Se non attivo dei meccanismi che portano i miei contenuti al di fuori delle property digitali che possiedo e controllo, il rischio è proprio quello di non riuscire (o faticare molto) ad ampliare il mio pubblico e quindi il mio business.

E qui sta il nocciolo della questione: se da un lato è assolutamente indispensabile creare e gestire contenuti di valore e di qualità e renderli disponibili sui media posseduti e controllati direttamente, e se è anche vero che in talune occasioni è utile/indispensabile acquistare spazi di visibilità privilegiati, è evidente che senza un’attività capace di relazionarsi al di fuori, ovvero in grado di interessare e raggiungere i numerosi media di terze parti che trattano temi chiave per l’azienda, la comunicazione è monca. Nella figura questi ultimi media sono gli “earned”, cioè le testate che, grazie ad una attività di media relations focalizzata, riprendono e ripropongono ai rispettivi pubblici i contenuti dell’azienda e promuovono quindi ulteriori approfondimenti ottenuti creando traffico verso i media aziendali.

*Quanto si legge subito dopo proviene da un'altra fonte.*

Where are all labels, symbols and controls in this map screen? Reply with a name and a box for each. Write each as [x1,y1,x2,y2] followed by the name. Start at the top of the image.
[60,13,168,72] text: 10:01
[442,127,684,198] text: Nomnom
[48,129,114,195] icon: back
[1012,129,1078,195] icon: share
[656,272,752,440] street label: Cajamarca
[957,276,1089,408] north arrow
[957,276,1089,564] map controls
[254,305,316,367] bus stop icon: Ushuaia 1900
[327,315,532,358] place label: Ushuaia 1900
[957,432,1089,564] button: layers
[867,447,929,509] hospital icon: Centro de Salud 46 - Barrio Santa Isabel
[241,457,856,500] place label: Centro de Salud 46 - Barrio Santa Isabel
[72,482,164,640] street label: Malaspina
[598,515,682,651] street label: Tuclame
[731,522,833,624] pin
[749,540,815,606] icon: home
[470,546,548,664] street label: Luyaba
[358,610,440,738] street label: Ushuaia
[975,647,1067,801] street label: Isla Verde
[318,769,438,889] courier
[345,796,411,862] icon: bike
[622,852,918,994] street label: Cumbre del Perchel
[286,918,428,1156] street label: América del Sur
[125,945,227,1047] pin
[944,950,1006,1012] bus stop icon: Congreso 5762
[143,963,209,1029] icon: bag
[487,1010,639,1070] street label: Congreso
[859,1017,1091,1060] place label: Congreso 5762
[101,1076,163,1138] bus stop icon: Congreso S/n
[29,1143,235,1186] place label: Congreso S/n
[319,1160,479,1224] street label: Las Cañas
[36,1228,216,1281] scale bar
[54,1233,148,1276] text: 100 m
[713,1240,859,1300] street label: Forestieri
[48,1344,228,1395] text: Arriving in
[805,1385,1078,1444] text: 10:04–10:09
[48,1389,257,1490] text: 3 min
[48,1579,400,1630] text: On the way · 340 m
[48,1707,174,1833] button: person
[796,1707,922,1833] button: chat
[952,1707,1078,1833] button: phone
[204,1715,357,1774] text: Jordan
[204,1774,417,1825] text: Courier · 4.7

E’ anche evidente l’impatto che tutto questo ha sui risultati delle ricerche online effettuate da potenziali clienti o partner dell’azienda. Se vengono create da testate e blog di settore delle pagine web riferite ai contenuti che abbiamo distribuito, queste vengono poi indicizzate dai motori di ricerca e conterranno (se abbiamo costruito bene i nostri testi) numerose parole chiave riferite al business aziendale: aumenterà quindi la probabilità che una ricerca effettuata su un termine chiave inerente al business specifico in oggetto porti a pagine dove si parla dell’azienda.

Ecco perché senza una attività continuativa e mirata di media relations la comunicazione aziendale nel suo complesso manca di un motore fondamentale e il sito, magari costruito a regola d’arte e su cui si sono investiti tempo e danaro, rischia di restare una splendida isola a cui però mancano “ponti” per approdare.